According to Taoist and Tantric beliefs, s*x can heal the imbalances in your body, therefore resolving any ailments.
The doctrine prescribes certain sexual postures, positions, and even rhythms that are believed to enhance the circulation of blood, strengthen your bones, increase the production of bone marrow, resolve issues your spirit might have, and bring your body into balance. Taoist sexual practices are the ways Taoists may practice sexual activity.
These practices are also known as “Joining Energy” or “The Joining of the Essences”. Practitioners believe that by performing these sexual arts, one can stay in good health, and attain longevity or spiritual advancement.
Some Taoist sects during the Han dynasty performed sexual intercourse as a spiritual practice called “Héqì”. The first sexual texts that survive today are those found at the Mawangdui.
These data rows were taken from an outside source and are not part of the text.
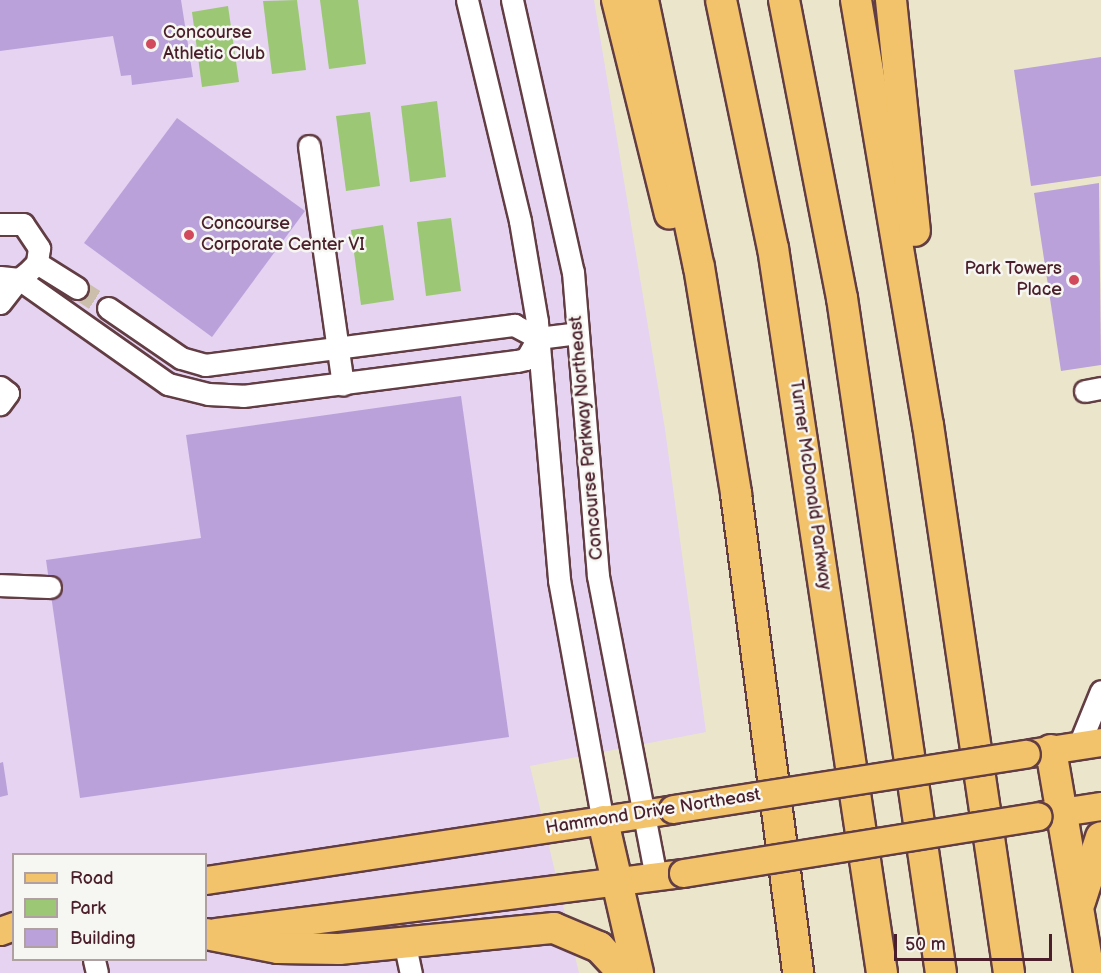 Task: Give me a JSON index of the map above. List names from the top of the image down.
{
  "streets": {
    "highway": ["Turner McDonald Parkway"],
    "main road": ["Hammond Drive Northeast"],
    "street": ["Concourse Parkway Northeast"]
  },
  "crossings": [
    ["Concourse Parkway Northeast", "Hammond Drive Northeast"]
  ],
  "places": ["Concourse Athletic Club", "Concourse Corporate Center VI", "Park Towers Place"],
  "legend": ["Road", "Park", "Building"],
  "scale_bar": "50 m"
} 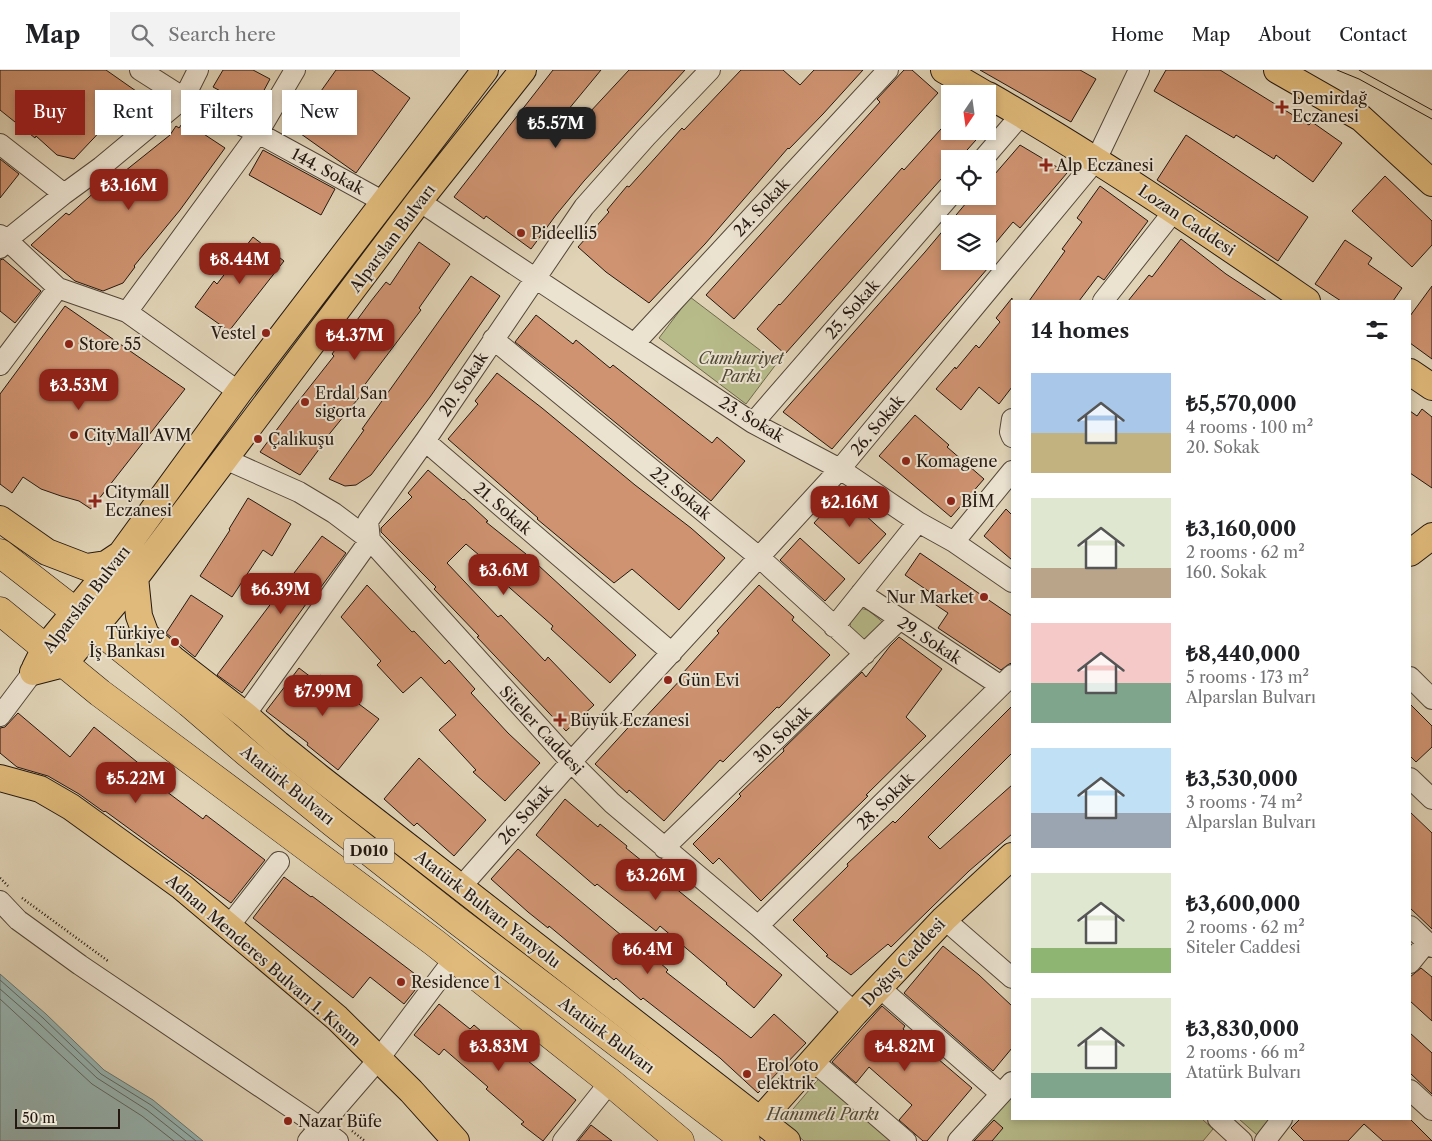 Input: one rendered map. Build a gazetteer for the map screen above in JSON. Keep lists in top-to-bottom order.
{
  "streets": {
    "highway": ["Atatürk Bulvarı", "D010"],
    "main road": [
      "Lozan Caddesi",
      "Alparslan Bulvarı",
      "Atatürk Bulvarı Yanyolu",
      "Adnan Menderes Bulvarı 1. Kısım",
      "Doğuş Caddesi"
    ],
    "street": [
      "144. Sokak",
      "24. Sokak",
      "25. Sokak",
      "20. Sokak",
      "23. Sokak",
      "26. Sokak",
      "22. Sokak",
      "21. Sokak",
      "29. Sokak",
      "Siteler Caddesi",
      "30. Sokak",
      "28. Sokak"
    ]
  },
  "crossings": [
    ["144. Sokak", "Alparslan Bulvarı"],
    ["24. Sokak", "23. Sokak"],
    ["Lozan Caddesi", "26. Sokak"],
    ["Alparslan Bulvarı", "23. Sokak"],
    ["Alparslan Bulvarı", "Siteler Caddesi"],
    ["Alparslan Bulvarı", "Atatürk Bulvarı"],
    ["Alparslan Bulvarı", "Atatürk Bulvarı Yanyolu"],
    ["25. Sokak", "23. Sokak"],
    ["20. Sokak", "23. Sokak"],
    ["20. Sokak", "22. Sokak"],
    ["20. Sokak", "21. Sokak"],
    ["20. Sokak", "Siteler Caddesi"],
    ["23. Sokak", "26. Sokak"],
    ["26. Sokak", "22. Sokak"],
    ["26. Sokak", "21. Sokak"],
    ["26. Sokak", "Siteler Caddesi"],
    ["26. Sokak", "Atatürk Bulvarı Yanyolu"],
    ["22. Sokak", "30. Sokak"],
    ["29. Sokak", "30. Sokak"],
    ["29. Sokak", "28. Sokak"],
    ["Siteler Caddesi", "30. Sokak"],
    ["Siteler Caddesi", "28. Sokak"],
    ["Siteler Caddesi", "Doğuş Caddesi"],
    ["Atatürk Bulvarı", "Atatürk Bulvarı Yanyolu"],
    ["Atatürk Bulvarı", "Doğuş Caddesi"],
    ["Atatürk Bulvarı Yanyolu", "Doğuş Caddesi"]
  ],
  "parks": ["Cumhuriyet Parkı", "Hanımeli Parkı"],
  "places": {
    "health": [
      "Demirdağ Eczanesi",
      "Alp Eczanesi",
      "Citymall Eczanesi",
      "Büyük Eczanesi"
    ],
    "other": [
      "Pideelli5",
      "Vestel",
      "Store 55",
      "Erdal San sigorta",
      "CityMall AVM",
      "Çalıkuşu",
      "Komagene",
      "BİM",
      "Nur Market",
      "Türkiye İş Bankası",
      "Gün Evi",
      "Residence 1",
      "Erol oto elektrik",
      "Nazar Büfe"
    ]
  },
  "scale_bar": "50 m",
  "north": "bottom",
  "page": {
    "header": "Map",
    "search": "Search here",
    "nav": [
      "Home",
      "Map",
      "About",
      "Contact"
    ],
    "chip": [
      "Buy",
      "Rent",
      "Filters",
      "New"
    ],
    "price": [
      "₺5.57M",
      "₺3.16M",
      "₺8.44M",
      "₺4.37M",
      "₺3.53M",
      "₺2.16M",
      "₺3.6M",
      "₺6.39M",
      "₺7.99M",
      "₺5.22M",
      "₺3.26M",
      "₺6.4M",
      "₺3.83M",
      "₺4.82M"
    ],
    "heading": "14 homes",
    "list": [
      {
        "name": "₺5,570,000",
        "note": "4 rooms · 100 m² · 20. Sokak"
      },
      {
        "name": "₺3,160,000",
        "note": "2 rooms · 62 m² · 160. Sokak"
      },
      {
        "name": "₺8,440,000",
        "note": "5 rooms · 173 m² · Alparslan Bulvarı"
      },
      {
        "name": "₺3,530,000",
        "note": "3 rooms · 74 m² · Alparslan Bulvarı"
      },
      {
        "name": "₺3,600,000",
        "note": "2 rooms · 62 m² · Siteler Caddesi"
      },
      {
        "name": "₺3,830,000",
        "note": "2 rooms · 66 m² · Atatürk Bulvarı"
      }
    ],
    "scale": "50 m"
  }
}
While Taoism had not yet fully evolved as a philosophy at this time, these texts shared some remarkable similarities with later Tang dynasty texts, such as the Ishinpō. The sexual arts arguably reached their climax between the end of the Han dynasty and the end of the Tang dynasty.
After 1000 AD, Confucian restraining attitudes towards sexuality became stronger, so that by the beginning of the Qing dynasty in 1644, s*x was a taboo topic in public life.
These Confucians alleged that the separation of genders in most social activities existed 2,000 years ago and suppressed the sexual arts. Because of the taboo surrounding s*x, there was much censoring done during the Qing in literature, and the sexual arts disappeared in public life.
As a result, some texts survived only in Japan, and most scholars did not understand that such a different concept of s*x existed in early China. The basis of all Taoist thinking is that qi is part of everything in existence.
Qi is related to another energetic substance contained in the human body known as jing, and once all this has been expended the body dies. Jing can be lost in many ways, but most notably through the loss of body fluids.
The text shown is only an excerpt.